地球環境研究助成

地球環境研究助成06-03

地球温暖化の緩和に向けた高酸化耐性のCO2吸着剤の創製

代表研究者
東北大学 多元物質科学研究所・講師
岡 弘樹

研究の背景・目的

 カーボンニュートラルの実現のため、大気中のCO2を直接回収できるDirect Air Capture(DAC)技術の開発が急務であり、CO2吸着剤がその根幹を成している。しかし、大気中のO2が、CO2吸着剤を劣化させ、その吸着能を短期間で失活させることが課題だった。本研究では、多孔質材料に、CO2吸収を担うアミンもしくはイオン液体を内包させ、それらをO2から遮蔽し、高酸化耐性を有する新奇なCO2吸着剤の創製を目指す(図)。

図


研究内容・課題

 従来のCO2吸着剤の課題である酸化劣化を解決するため、本課題の研究内容は、次の3つの研究項目から構成される。①アミンもしくはイオン液体の多孔質材料への内包による新奇なCO2吸着剤の創製。その②酸化耐性および③CO2吸着能の解明。

課題解決の研究手法

 ①CO2を透過するがO2を透過しない多孔質材料を構築すると共に、アミンもしくはイオン液体を内包できる新奇なCO2吸着剤(図)を創製する。②新奇CO2吸着剤の加速劣化試験を実施して、吸着剤の劣化をCO2吸着量に基づき定量評価すると共に、劣化した吸着剤等の分析を通じて劣化機構を解明する。

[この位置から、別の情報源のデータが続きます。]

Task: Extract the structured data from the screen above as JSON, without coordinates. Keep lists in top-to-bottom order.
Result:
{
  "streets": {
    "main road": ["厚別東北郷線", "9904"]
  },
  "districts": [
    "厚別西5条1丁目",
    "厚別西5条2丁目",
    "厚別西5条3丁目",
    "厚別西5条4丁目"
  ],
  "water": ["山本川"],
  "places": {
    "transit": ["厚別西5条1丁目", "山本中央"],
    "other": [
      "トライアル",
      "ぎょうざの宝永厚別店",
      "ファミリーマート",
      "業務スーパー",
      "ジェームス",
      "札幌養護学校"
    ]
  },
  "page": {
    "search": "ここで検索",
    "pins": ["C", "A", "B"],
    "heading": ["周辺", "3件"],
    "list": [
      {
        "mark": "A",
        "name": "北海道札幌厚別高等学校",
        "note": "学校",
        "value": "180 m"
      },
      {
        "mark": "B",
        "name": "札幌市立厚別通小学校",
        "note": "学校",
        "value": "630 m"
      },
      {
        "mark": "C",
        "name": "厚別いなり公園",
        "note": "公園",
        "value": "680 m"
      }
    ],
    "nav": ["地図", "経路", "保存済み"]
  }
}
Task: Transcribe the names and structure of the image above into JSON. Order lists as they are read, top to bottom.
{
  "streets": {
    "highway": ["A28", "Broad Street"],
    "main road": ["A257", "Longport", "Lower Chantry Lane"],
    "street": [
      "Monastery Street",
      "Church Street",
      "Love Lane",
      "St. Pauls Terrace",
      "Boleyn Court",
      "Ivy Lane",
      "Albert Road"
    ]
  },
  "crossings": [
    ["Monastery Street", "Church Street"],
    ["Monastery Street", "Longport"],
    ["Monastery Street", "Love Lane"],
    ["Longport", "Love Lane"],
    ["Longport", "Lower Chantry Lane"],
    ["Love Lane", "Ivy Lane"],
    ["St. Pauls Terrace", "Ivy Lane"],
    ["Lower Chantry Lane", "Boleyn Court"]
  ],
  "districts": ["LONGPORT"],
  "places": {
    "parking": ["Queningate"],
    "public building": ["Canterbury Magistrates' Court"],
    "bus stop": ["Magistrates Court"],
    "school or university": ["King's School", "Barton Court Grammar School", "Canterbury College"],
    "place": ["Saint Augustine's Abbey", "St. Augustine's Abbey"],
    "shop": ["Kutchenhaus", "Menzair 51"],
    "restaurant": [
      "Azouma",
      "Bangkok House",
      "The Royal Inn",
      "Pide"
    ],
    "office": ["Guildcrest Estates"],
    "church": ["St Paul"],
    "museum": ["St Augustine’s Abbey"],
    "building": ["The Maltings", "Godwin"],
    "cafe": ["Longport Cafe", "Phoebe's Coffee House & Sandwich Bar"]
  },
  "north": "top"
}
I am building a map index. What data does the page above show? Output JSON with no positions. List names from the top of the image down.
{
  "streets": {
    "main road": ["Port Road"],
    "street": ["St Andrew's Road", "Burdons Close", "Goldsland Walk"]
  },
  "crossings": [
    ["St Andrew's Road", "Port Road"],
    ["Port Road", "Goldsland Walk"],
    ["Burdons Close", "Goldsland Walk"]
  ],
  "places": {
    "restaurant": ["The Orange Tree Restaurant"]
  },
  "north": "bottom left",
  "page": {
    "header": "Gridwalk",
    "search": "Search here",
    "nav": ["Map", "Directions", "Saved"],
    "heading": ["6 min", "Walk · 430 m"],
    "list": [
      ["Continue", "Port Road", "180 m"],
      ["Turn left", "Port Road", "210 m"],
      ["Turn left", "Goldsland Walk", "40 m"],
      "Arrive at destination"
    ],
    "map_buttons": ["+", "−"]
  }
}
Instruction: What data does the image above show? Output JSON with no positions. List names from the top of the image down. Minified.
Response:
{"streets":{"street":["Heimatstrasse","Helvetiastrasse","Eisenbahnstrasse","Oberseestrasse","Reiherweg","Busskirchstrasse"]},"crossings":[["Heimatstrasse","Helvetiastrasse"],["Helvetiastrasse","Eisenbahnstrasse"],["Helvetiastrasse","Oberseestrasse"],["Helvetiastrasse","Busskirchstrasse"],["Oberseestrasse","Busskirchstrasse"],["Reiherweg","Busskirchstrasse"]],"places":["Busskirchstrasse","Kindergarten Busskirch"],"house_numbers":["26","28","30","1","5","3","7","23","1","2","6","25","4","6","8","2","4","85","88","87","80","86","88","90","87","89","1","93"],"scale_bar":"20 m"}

③多孔質材料中へのアミンやイオン液体の隔離に伴う、CO2吸着能への影響を明らかにする。

期待される研究成果

 本研究で達成される高酸化耐性を有する新奇なCO2吸着剤の創製は、大気中のCO2を直接回収するDAC技術の開発を大きく加速させることができ、地球温暖化の緩和に貢献できる。